% Generated by roxygen2: do not edit by hand
% Please edit documentation in R/text.R
\name{html_text}
\alias{html_text}
\alias{html_text2}
\title{Get element text}
\usage{
html_text(x, trim = FALSE)

html_text2(x, preserve_nbsp = FALSE)
}
\arguments{
\item{x}{A document, node, or node set.}

\item{trim}{If \code{TRUE} will trim leading and trailing spaces.}

\item{preserve_nbsp}{Should non-breaking spaces be preserved? By default,
\code{html_text2()} converts to ordinary spaces to ease further computation.
When \code{preserve_nbsp} is \code{TRUE}, \verb{&nbsp;} will appear in strings as
\code{"\\ua0"}. This often causes confusion because it prints the same way as
\code{" "}.}
}
\value{
A character vector the same length as \code{x}
}
\description{
There are two ways to retrieve text from a element: \code{html_text()} and
\code{html_text2()}. \code{html_text()} is a thin wrapper around \code{\link[xml2:xml_text]{xml2::xml_text()}}
which returns just the raw underlying text. \code{html_text2()} simulates how
text looks in a browser, using an approach inspired by JavaScript's
\href{https://developer.mozilla.org/en-US/docs/Web/API/HTMLElement/innerText}{innerText()}.
Roughly speaking, it converts \verb{<br />} to \code{"\\n"}, adds blank lines
around \verb{<p>} tags, and lightly formats tabular data.
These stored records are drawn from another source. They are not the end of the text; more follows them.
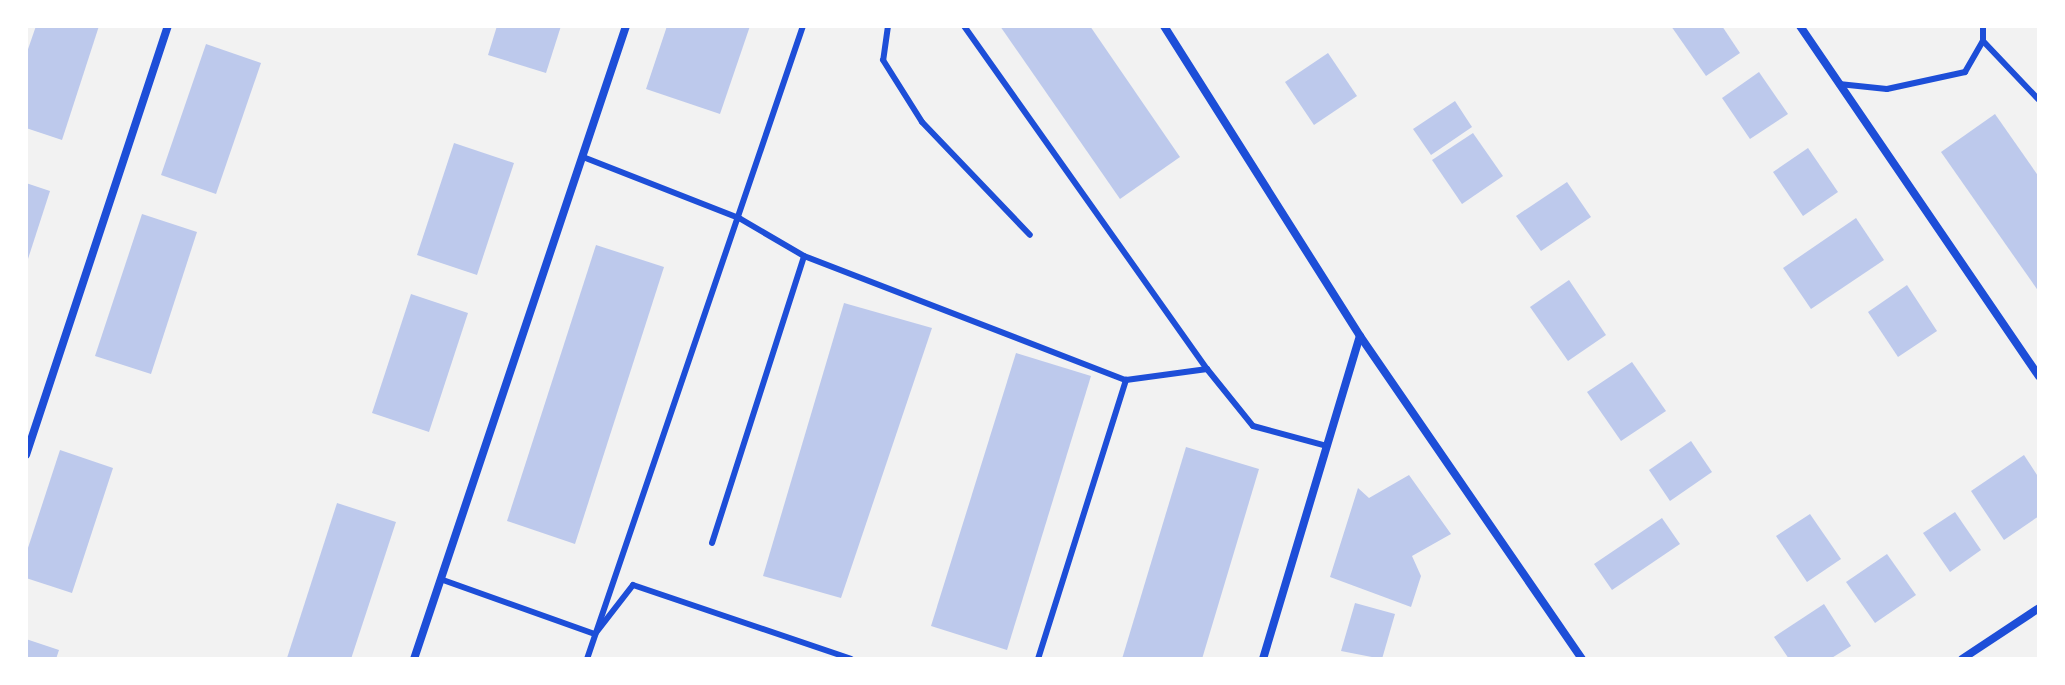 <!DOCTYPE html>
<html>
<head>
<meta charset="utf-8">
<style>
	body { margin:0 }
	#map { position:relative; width:2065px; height:685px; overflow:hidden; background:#f2f2f2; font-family:"Noto Serif",serif }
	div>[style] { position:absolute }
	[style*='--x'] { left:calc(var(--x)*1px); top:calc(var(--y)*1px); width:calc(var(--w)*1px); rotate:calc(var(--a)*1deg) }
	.building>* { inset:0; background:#bdc9ec }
	.service>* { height:6px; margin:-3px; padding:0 3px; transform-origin:3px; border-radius:3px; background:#1d4ed8 }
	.minor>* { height:8px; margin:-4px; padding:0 4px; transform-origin:4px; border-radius:4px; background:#1d4ed8 }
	span { translate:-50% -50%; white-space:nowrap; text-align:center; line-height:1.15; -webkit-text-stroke:6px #fff; paint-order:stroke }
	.frame { position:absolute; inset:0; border:28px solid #fff; pointer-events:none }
</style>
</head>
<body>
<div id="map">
	<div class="building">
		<i style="clip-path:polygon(36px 26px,99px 26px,62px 140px,26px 128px,26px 55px)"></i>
		<i style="clip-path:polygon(497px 26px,561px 26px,546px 73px,488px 55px)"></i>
		<i style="clip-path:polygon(667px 26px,750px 26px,720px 114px,646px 89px)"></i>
		<i style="clip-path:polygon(1000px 26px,1090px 26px,1180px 157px,1120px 199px)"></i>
		<i style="clip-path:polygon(1671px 26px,1722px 26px,1740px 53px,1706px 76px)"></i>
		<i style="clip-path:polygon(206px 44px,261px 63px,216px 194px,161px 175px)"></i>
		<i style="clip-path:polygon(1328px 53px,1357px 96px,1314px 125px,1285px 82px)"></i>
		<i style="clip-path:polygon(1759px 72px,1788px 114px,1750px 139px,1722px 98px)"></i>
		<i style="clip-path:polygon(1455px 101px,1472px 127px,1431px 155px,1413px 129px)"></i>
		<i style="clip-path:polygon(1995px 114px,2039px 177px,2039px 292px,1941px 152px)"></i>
		<i style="clip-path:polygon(1473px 133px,1503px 176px,1462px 204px,1432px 160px)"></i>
		<i style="clip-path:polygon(454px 143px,514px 163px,477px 275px,417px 255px)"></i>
		<i style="clip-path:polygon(1808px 148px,1838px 192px,1803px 216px,1773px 172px)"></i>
		<i style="clip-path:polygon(1567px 182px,1591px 217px,1541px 251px,1516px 216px)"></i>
		<i style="clip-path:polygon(26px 183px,50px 191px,27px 262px,26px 262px)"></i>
		<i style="clip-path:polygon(142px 214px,197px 232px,151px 374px,95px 356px)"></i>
		<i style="clip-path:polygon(1856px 218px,1884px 260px,1811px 309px,1783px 268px)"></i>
		<i style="clip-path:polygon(596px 245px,664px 267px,575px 544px,507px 521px)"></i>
		<i style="clip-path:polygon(1569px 280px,1606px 335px,1568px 361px,1530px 307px)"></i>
		<i style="clip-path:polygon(1907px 285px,1937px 331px,1898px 357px,1868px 312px)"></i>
		<i style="clip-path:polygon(411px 294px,468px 313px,429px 432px,372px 413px)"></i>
		<i style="clip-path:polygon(844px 303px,932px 328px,841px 598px,763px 576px)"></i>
		<i style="clip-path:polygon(1016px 353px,1091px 376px,1007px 650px,931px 626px)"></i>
		<i style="clip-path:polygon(1632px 362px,1666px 411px,1621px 441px,1587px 392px)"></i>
		<i style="clip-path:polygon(1691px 441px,1712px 472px,1670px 501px,1649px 470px)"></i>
		<i style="clip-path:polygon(1186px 447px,1259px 469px,1202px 659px,1122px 659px)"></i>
		<i style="clip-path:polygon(60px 450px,113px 468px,72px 593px,26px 578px,26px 554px)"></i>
		<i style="clip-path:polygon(2024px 455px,2039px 478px,2039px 516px,2004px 540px,1971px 491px)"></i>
		<i style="clip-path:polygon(1409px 475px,1451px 534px,1412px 556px,1421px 576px,1411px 607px,1330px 577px,1358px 488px,1369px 498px)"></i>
		<i style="clip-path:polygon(337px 503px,396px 522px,351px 659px,291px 659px,287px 658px)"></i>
		<i style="clip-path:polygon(1955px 512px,1981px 550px,1950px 572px,1923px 533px)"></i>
		<i style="clip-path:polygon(1810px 514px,1841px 559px,1807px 582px,1776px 536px)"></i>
		<i style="clip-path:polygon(1662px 518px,1680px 544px,1612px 590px,1594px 564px)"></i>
		<i style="clip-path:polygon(1887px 554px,1916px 595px,1875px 623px,1846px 582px)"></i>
		<i style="clip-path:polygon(1355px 603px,1395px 614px,1382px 659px,1341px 651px)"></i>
		<i style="clip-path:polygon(1824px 604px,1851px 646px,1830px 659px,1789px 659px,1774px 637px)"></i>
		<i style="clip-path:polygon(26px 639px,59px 650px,56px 659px,26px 659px)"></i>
	</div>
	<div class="service">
		<i style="--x:888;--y:26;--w:34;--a:98"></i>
		<i style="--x:883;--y:60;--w:73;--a:57.8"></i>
		<i style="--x:922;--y:122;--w:156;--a:46.3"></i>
		<i style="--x:964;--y:26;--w:420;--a:54.7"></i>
		<i style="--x:1983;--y:41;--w:81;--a:46.5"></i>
		<i style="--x:1839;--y:84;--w:48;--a:5.9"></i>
		<i style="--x:1887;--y:89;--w:80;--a:-12.3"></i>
		<i style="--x:1965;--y:72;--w:36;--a:-60"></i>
		<i style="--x:1983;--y:41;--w:15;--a:-90"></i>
		<i style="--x:583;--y:157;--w:168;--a:21.4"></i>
		<i style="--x:739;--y:218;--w:75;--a:30.3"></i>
		<i style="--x:804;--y:256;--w:345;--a:21.1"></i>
		<i style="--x:712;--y:543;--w:301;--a:-72.2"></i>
		<i style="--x:443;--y:580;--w:161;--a:19.6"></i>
		<i style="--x:595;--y:634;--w:62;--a:-52.2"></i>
		<i style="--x:633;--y:585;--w:230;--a:18.7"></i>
		<i style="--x:587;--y:659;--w:669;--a:-71.16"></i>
		<i style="--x:1038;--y:659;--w:293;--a:-72.5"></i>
		<i style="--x:1126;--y:380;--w:82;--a:-7.7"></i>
		<i style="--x:1207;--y:369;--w:73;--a:51.1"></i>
		<i style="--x:1253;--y:426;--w:77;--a:15.1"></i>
	</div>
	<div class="minor">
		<i style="--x:1164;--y:26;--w:367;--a:57.7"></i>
		<i style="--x:1360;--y:336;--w:392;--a:55.5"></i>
		<i style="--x:1800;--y:26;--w:424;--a:55.7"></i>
		<i style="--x:26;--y:455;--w:452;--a:-71.7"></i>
		<i style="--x:414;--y:659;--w:668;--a:-71.48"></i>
		<i style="--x:1263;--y:659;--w:337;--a:-73.3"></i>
		<i style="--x:1962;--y:659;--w:92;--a:-33.5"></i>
	</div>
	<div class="frame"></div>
</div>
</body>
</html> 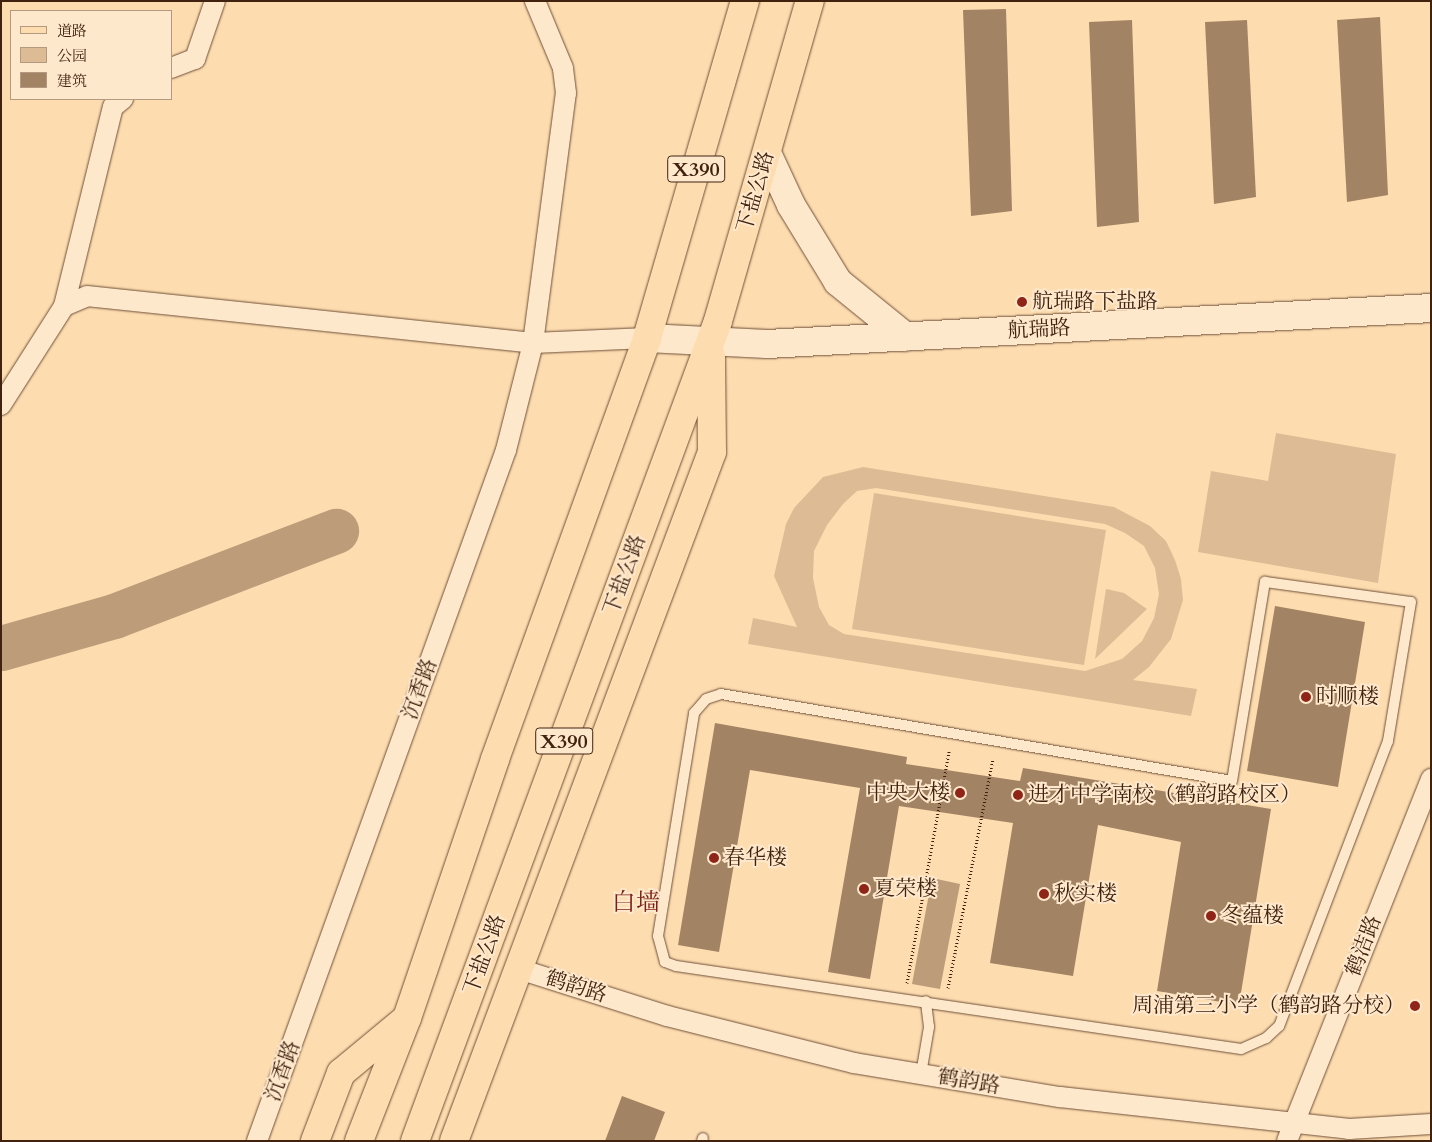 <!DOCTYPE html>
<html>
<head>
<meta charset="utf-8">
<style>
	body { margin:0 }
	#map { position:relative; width:1432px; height:1142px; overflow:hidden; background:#fddcb0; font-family:Cardo,"Noto Serif SC",serif }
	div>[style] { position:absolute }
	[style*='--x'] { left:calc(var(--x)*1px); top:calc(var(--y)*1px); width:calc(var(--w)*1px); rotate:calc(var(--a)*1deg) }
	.green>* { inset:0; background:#ddbc95 }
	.water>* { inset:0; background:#bd9d79 }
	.river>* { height:45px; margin:-22.5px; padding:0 22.5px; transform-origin:22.5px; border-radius:22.5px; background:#bd9d79 }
	.building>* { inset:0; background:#a28363 }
	.path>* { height:3px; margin-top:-1.5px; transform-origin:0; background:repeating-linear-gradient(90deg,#40220f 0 1px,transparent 0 3.5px) }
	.roads { filter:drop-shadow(0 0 1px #6f5037) drop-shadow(0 0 1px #6f5037) }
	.lane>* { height:10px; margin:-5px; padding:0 5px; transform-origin:5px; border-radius:5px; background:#fee8cc }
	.street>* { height:20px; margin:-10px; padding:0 10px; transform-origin:10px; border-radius:10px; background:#fee8cc }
	.secondary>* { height:28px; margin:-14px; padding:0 14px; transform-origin:14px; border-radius:14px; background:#fee8cc }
	.primary>* { height:28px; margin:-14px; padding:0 14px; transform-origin:14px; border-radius:14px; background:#fddcb0 }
	.dots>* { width:14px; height:14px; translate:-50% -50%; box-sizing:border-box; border:2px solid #fee8cc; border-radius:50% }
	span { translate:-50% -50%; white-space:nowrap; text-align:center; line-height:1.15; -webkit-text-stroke:4px #fee8cc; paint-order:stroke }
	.shield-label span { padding:1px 4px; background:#fee8cc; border:1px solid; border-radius:4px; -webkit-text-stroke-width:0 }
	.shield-label { font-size:20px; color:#40220f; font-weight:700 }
	.street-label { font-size:21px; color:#40220f }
	.poi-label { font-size:21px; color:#40220f }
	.left { translate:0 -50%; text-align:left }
	.right { translate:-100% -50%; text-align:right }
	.quarter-label { font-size:24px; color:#7a1f14 }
	.frame { position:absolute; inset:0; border:2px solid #40220f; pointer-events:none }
	.legend { position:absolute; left:10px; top:10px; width:162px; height:90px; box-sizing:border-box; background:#fee8cc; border:1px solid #b29980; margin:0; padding:6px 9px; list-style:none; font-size:15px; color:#40220f }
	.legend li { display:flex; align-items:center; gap:10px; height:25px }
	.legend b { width:25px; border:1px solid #b29980 }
</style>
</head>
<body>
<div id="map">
	<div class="green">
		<div style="clip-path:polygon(1276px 433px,1396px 454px,1378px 583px,1198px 552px,1211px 471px,1268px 481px)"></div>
		<div style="clip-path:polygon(evenodd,863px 467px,1114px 507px,1150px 526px,1166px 541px,1175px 560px,1181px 579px,1183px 600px,1171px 639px,1149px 667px,1133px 680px,1197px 689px,1191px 716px,748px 644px,753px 618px,797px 627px,774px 576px,786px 524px,794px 508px,823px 477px,863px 467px,876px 488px,1105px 524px,1125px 533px,1144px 546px,1155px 568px,1159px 594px,1154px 618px,1142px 641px,1122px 659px,1085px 671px,844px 634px,829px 625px,819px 607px,813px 578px,814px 551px,827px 525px,843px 504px,857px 491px,876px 488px)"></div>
		<div style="clip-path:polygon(874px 493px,1106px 530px,1084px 665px,852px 629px)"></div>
		<div style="clip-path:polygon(1106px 589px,1124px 593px,1147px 609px,1095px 659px)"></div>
	</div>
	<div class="water">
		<div style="clip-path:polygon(932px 878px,960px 884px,940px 989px,912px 984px)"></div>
	</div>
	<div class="river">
		<div style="--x:1;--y:648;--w:117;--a:-15.8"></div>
		<div style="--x:114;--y:616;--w:238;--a:-21"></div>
	</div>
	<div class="building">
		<div style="clip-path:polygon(1006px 9px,1012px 211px,971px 216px,963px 10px)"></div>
		<div style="clip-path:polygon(1380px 17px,1388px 195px,1347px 202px,1337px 20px)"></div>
		<div style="clip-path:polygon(1132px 20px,1139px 222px,1097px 227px,1089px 22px)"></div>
		<div style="clip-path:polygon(1247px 20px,1256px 197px,1214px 204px,1205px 22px)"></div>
		<div style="clip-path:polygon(1275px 606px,1365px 622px,1338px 787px,1247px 771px)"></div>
		<div style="clip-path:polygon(715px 723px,907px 757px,906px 764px,1020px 781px,1023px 768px,1271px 809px,1239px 1005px,1157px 991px,1181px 842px,1098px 825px,1073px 976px,990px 963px,1013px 823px,899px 806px,870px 979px,828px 972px,860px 788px,750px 770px,719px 952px,678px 945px)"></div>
		<div style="clip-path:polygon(622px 1096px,665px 1112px,654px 1141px,605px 1141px)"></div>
	</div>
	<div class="path">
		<div style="--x:907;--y:983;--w:236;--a:-79.7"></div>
		<div style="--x:948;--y:988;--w:234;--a:-78.9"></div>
	</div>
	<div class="roads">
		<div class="lane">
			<div style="--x:1265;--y:582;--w:147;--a:7.8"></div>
			<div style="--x:1411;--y:602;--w:141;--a:99.4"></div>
			<div style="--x:1388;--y:741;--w:305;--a:110.9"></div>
			<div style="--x:1279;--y:1026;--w:18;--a:137"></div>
			<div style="--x:1266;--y:1038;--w:27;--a:156"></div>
			<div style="--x:1241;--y:1049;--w:571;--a:-171.64"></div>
			<div style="--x:676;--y:966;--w:12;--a:-160"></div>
			<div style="--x:665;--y:962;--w:27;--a:-105"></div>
			<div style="--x:658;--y:936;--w:226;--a:-80.8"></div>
			<div style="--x:694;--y:713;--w:18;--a:-49"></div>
			<div style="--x:706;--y:699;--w:16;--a:-18"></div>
			<div style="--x:721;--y:694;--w:518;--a:9.66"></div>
			<div style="--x:1232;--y:781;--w:202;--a:-80.6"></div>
			<div style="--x:921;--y:1074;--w:48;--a:-80.3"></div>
			<div style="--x:929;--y:1027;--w:26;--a:-97"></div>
			<div style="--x:702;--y:1141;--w:3;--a:-72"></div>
		</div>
		<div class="street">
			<div style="--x:171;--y:68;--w:26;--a:-21"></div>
			<div style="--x:195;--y:59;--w:61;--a:-71"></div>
			<div style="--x:64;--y:306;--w:205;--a:-76.2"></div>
			<div style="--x:113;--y:107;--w:13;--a:-39"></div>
			<div style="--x:1;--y:405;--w:117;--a:-57.5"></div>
			<div style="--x:64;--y:306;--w:25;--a:-23"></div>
			<div style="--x:87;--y:296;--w:448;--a:6"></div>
			<div style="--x:533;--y:343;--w:252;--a:-82.5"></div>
			<div style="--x:566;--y:93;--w:25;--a:-97"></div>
			<div style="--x:563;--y:68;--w:73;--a:-112.7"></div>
			<div style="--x:519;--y:969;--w:155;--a:17.6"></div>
			<div style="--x:667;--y:1016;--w:193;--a:14.1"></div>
			<div style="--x:854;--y:1063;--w:209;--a:9.4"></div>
			<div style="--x:1060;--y:1097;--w:291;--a:6.3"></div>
			<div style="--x:1349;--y:1129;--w:82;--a:-3.5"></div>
			<div style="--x:257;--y:1141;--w:734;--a:-70.18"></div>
			<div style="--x:506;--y:450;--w:110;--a:-75.8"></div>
			<div style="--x:533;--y:343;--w:114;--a:-2.5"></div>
			<div style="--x:1287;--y:1141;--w:390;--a:-68.3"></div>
		</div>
		<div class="secondary">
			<div style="--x:767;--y:153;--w:57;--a:65.2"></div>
			<div style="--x:791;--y:205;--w:90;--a:58.6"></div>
			<div style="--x:838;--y:282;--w:87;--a:39"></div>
			<div style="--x:647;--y:338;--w:120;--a:2.9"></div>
			<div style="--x:767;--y:344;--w:665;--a:-3.1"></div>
		</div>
		<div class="primary">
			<div style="--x:315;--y:1141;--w:73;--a:-69.1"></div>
			<div style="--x:341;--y:1073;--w:85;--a:-39.7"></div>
			<div style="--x:359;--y:1141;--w:132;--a:-68.7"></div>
			<div style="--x:407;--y:1018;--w:274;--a:-71.2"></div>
			<div style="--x:495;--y:759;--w:448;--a:-70.1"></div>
			<div style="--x:647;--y:338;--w:351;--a:-73.8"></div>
			<div style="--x:415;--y:1141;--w:874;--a:-69.72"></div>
			<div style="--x:718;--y:321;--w:333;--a:-74"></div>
			<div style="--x:454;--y:1141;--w:736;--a:-69.47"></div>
			<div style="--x:712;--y:452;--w:96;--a:-90.6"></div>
		</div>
	</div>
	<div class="dots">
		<div style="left:1022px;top:302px;background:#8f2418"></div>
		<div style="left:1306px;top:697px;background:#8f2418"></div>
		<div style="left:960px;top:793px;background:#8f2418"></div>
		<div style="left:1018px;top:795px;background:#8f2418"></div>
		<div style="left:714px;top:858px;background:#8f2418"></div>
		<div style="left:864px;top:889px;background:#8f2418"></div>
		<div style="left:1044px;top:894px;background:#8f2418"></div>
		<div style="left:1211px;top:916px;background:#8f2418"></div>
		<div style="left:1415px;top:1006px;background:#8f2418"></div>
	</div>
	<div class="shield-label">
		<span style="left:696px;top:169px">X390</span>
		<span style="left:564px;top:741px">X390</span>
	</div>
	<div class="street-label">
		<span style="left:756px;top:192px;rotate:-74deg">下盐公路</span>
		<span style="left:1039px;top:330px;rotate:-3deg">航瑞路</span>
		<span style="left:625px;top:575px;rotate:-70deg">下盐公路</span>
		<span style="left:420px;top:689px;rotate:-70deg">沉香路</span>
		<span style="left:1364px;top:946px;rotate:-69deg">鹤洁路</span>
		<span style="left:485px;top:955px;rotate:-70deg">下盐公路</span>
		<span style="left:576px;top:987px;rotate:17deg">鹤韵路</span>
		<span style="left:283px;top:1071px;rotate:-70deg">沉香路</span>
		<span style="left:969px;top:1082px;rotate:9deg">鹤韵路</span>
	</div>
	<div class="poi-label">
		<span class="left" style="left:1032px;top:302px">航瑞路下盐路</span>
		<span class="left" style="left:1316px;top:697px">时顺楼</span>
		<span class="right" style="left:950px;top:793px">中央大楼</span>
		<span class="left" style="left:1028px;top:795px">进才中学南校（鹤韵路校区）</span>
		<span class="left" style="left:724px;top:858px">春华楼</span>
		<span class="left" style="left:874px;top:889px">夏荣楼</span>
		<span class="left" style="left:1054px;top:894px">秋实楼</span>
		<span class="left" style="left:1221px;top:916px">冬蕴楼</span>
		<span class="right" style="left:1405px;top:1006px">周浦第三小学（鹤韵路分校）</span>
	</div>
	<div class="quarter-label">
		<span style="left:636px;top:903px">白墙</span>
	</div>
	<div class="frame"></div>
	<ul class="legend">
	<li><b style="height:6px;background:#fddcb0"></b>道路</li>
	<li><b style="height:14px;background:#ddbc95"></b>公园</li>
	<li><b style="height:14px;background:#a28363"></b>建筑</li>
	</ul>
</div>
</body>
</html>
\code{html_text2()} is usually what you want, but it is much slower than
\code{html_text()} so for simple applications where performance is important
you may want to use \code{html_text()} instead.
}
\examples{
# To understand the difference between html_text() and html_text2()
# take the following html:

html <- minimal_html(
  "<p>This is a paragraph.
    This another sentence.<br>This should start on a new line"
)

# html_text() returns the raw underlying text, which includes whitespace
# that would be ignored by a browser, and ignores the <br>
html |> html_element("p") |> html_text() |> writeLines()

# html_text2() simulates what a browser would display. Non-significant
# whitespace is collapsed, and <br> is turned into a line break
html |> html_element("p") |> html_text2() |> writeLines()

# By default, html_text2() also converts non-breaking spaces to regular
# spaces:
html <- minimal_html("<p>x&nbsp;y</p>")
x1 <- html |> html_element("p") |> html_text()
x2 <- html |> html_element("p") |> html_text2()

# When printed, non-breaking spaces look exactly like regular spaces
x1
x2
# But aren't actually the same:
x1 == x2
# Which you can confirm by looking at their underlying binary
# representaion:
charToRaw(x1)
charToRaw(x2)
}